■ **WHAT THE TASK REQUIRES**
Count the lines in the records below that contain the word "butt", and reply with only that number.
=-=-=
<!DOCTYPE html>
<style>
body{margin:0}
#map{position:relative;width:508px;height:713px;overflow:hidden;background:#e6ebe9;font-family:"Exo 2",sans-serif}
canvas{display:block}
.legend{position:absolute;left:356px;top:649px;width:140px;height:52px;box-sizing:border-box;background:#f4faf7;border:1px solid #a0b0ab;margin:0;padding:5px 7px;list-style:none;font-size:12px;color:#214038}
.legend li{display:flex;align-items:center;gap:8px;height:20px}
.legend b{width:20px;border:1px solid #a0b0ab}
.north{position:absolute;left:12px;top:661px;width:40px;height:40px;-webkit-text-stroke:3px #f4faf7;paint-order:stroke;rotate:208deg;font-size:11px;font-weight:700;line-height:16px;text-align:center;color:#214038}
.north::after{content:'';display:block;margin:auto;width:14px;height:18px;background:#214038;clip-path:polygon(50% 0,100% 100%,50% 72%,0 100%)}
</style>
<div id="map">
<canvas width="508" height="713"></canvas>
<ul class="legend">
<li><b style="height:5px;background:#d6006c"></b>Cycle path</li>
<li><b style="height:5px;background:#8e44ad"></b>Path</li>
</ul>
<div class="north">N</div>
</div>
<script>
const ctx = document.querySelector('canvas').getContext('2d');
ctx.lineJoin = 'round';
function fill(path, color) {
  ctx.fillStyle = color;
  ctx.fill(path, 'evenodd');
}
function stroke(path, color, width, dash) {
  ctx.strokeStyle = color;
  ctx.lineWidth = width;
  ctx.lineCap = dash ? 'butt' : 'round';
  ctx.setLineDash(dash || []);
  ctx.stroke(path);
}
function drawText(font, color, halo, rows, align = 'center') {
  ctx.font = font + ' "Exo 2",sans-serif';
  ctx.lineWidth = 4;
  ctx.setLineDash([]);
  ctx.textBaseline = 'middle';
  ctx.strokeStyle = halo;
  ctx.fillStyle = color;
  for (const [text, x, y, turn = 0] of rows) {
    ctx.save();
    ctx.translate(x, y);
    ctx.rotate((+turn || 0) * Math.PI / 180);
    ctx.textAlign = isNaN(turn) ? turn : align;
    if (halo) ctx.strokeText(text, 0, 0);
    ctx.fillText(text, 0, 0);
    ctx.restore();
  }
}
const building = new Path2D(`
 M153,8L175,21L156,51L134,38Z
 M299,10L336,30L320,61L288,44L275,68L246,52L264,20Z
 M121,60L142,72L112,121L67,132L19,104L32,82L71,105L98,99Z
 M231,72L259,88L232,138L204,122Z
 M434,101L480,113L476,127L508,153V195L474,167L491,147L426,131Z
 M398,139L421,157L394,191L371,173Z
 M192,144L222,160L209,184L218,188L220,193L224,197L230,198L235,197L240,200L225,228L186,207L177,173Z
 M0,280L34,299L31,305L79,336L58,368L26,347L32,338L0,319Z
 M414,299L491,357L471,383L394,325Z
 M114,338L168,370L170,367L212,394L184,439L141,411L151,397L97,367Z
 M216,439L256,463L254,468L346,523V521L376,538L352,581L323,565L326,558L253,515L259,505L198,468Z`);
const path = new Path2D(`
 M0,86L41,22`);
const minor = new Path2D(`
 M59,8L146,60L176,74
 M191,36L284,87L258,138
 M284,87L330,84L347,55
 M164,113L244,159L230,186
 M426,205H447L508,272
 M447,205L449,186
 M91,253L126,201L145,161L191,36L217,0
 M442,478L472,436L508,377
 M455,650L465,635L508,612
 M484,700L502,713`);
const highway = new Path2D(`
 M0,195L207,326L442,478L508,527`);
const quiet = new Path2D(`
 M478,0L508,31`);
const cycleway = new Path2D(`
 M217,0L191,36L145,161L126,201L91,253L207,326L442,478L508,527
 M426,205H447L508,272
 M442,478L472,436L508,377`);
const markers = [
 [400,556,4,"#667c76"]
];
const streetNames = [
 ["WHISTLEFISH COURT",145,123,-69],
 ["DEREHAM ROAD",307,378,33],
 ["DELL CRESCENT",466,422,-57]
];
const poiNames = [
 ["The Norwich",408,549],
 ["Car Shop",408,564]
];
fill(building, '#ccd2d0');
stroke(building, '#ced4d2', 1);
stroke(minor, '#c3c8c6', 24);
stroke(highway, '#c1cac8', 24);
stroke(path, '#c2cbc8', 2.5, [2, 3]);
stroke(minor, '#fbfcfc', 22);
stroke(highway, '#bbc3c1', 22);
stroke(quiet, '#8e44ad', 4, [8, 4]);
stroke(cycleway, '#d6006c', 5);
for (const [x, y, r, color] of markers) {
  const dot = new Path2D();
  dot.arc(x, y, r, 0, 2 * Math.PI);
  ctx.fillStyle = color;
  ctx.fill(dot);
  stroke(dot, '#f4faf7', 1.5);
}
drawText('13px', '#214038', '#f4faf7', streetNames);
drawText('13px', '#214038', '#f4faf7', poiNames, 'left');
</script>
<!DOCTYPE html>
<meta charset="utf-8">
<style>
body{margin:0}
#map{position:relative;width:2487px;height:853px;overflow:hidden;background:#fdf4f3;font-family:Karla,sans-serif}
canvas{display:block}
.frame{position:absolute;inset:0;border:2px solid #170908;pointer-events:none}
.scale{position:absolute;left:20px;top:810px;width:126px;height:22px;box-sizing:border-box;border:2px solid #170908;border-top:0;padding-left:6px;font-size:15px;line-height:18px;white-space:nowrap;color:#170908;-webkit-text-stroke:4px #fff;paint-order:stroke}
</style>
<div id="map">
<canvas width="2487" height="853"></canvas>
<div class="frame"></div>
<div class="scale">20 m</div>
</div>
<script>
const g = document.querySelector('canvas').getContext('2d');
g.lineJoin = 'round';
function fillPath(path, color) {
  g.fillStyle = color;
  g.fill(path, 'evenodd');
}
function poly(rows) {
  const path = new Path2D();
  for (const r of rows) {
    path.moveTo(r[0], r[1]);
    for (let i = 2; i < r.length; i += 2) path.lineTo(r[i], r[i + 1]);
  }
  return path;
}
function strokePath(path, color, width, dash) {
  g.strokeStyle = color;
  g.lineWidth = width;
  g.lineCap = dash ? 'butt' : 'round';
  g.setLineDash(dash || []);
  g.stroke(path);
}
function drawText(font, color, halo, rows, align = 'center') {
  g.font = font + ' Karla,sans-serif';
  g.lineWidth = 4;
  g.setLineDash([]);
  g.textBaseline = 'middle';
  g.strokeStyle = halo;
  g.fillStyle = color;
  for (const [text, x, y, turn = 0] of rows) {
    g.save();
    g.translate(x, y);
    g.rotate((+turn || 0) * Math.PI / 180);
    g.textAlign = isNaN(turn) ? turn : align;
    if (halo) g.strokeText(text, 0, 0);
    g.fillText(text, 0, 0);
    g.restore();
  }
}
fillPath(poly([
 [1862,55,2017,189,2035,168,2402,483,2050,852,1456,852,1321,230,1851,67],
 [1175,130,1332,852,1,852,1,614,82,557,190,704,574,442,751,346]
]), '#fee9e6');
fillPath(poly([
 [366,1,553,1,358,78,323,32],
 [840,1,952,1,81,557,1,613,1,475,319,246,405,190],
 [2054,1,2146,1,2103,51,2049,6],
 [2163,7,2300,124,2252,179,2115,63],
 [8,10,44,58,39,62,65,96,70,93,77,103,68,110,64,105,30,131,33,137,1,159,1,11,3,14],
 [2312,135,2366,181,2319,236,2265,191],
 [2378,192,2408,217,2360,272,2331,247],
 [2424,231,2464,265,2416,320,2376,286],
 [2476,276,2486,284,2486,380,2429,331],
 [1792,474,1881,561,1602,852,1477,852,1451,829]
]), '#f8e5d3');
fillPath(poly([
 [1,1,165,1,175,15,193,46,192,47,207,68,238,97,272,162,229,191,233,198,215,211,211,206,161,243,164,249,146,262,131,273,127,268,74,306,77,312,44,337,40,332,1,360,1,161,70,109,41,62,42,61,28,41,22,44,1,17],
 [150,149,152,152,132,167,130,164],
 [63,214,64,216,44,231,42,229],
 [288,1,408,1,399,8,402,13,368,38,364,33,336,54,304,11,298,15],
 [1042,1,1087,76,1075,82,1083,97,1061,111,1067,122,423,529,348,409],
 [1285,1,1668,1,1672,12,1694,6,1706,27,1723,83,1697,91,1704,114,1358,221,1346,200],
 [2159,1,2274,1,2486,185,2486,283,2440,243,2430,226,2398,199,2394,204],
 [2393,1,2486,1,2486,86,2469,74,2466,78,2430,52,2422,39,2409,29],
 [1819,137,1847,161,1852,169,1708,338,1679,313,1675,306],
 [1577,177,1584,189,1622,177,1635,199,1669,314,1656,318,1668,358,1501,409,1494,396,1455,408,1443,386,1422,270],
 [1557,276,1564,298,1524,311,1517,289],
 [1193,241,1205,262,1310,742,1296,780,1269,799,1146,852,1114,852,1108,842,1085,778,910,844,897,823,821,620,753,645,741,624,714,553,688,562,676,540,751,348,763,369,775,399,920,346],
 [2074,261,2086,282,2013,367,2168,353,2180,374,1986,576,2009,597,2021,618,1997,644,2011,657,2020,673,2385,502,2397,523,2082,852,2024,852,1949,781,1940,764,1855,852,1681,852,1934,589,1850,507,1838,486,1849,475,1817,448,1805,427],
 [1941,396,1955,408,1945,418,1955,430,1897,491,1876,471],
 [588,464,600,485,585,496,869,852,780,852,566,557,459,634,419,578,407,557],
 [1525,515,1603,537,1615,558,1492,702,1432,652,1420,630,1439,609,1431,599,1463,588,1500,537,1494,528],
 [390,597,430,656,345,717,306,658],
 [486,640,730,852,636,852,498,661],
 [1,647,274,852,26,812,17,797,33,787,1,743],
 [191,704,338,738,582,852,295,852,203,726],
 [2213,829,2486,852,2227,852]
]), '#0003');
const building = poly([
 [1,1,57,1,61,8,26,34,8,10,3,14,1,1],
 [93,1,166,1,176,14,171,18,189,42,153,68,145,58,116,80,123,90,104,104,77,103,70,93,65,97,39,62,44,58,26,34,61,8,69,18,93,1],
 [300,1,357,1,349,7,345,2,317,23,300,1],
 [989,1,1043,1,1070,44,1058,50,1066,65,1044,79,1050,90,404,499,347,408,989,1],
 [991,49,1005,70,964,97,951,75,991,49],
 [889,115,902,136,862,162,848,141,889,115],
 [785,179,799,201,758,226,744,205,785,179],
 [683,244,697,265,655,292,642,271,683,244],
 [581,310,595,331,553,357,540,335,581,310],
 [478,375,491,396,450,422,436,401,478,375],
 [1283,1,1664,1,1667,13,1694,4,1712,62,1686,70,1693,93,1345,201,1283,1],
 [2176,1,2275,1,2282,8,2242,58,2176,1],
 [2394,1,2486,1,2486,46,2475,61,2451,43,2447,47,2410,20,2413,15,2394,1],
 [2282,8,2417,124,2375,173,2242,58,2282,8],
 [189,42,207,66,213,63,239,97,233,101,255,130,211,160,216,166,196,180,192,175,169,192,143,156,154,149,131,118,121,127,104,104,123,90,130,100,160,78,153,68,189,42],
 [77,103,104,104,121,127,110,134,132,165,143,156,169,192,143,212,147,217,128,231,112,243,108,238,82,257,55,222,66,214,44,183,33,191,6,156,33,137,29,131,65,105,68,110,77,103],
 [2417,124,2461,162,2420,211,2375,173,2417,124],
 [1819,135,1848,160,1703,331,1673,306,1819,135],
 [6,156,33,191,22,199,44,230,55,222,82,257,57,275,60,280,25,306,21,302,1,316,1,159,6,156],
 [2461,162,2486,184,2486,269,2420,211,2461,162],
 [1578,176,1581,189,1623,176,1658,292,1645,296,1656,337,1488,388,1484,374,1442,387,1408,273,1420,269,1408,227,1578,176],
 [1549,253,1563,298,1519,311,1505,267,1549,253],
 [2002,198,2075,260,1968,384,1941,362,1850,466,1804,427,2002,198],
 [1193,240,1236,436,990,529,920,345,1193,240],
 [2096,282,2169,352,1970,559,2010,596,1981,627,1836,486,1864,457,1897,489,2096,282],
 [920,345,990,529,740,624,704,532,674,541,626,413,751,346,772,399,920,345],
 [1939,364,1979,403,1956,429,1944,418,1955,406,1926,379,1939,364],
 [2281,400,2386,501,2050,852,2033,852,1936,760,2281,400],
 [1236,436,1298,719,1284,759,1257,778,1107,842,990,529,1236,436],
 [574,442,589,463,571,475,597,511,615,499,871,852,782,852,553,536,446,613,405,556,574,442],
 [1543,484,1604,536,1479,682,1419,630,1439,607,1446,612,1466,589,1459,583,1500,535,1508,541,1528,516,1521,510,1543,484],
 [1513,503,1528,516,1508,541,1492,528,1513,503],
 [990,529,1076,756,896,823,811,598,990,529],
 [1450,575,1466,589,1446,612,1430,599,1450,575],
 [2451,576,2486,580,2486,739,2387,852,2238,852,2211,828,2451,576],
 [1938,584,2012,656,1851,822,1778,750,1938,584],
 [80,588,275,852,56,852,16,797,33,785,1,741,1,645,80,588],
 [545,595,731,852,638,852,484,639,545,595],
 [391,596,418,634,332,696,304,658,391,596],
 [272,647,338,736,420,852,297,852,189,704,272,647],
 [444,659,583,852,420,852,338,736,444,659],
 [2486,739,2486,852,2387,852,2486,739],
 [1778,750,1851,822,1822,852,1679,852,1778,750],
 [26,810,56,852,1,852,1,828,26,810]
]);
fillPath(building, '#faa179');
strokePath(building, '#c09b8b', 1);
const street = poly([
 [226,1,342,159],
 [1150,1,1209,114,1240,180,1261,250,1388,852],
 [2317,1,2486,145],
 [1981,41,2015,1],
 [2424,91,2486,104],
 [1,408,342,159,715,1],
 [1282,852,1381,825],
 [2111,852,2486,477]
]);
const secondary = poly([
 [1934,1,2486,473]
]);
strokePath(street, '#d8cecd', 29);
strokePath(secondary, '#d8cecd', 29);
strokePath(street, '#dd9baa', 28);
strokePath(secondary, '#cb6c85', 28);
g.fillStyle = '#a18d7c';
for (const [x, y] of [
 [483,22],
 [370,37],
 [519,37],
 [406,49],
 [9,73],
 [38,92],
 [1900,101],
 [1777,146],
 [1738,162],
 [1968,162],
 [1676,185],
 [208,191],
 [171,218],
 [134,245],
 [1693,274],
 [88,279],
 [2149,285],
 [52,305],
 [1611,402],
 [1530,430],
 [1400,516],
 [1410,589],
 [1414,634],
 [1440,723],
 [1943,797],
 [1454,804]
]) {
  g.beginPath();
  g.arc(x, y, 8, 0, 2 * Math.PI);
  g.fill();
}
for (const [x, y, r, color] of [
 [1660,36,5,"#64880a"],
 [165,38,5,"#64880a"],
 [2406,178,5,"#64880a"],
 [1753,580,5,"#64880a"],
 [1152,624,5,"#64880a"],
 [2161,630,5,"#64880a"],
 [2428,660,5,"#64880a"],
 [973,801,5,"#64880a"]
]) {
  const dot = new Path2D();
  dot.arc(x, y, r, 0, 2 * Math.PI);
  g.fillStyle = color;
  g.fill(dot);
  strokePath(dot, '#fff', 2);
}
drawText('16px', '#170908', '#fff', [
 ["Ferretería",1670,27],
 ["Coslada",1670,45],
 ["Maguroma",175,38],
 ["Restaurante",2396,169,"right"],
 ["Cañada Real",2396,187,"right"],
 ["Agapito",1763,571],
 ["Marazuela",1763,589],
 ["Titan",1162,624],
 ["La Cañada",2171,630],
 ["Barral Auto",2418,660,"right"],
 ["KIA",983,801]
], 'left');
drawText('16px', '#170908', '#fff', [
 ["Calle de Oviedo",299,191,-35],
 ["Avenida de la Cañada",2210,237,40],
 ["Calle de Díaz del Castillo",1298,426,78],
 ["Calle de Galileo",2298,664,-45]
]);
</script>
=-=-=
■ **PROBLEM SOLUTION**
2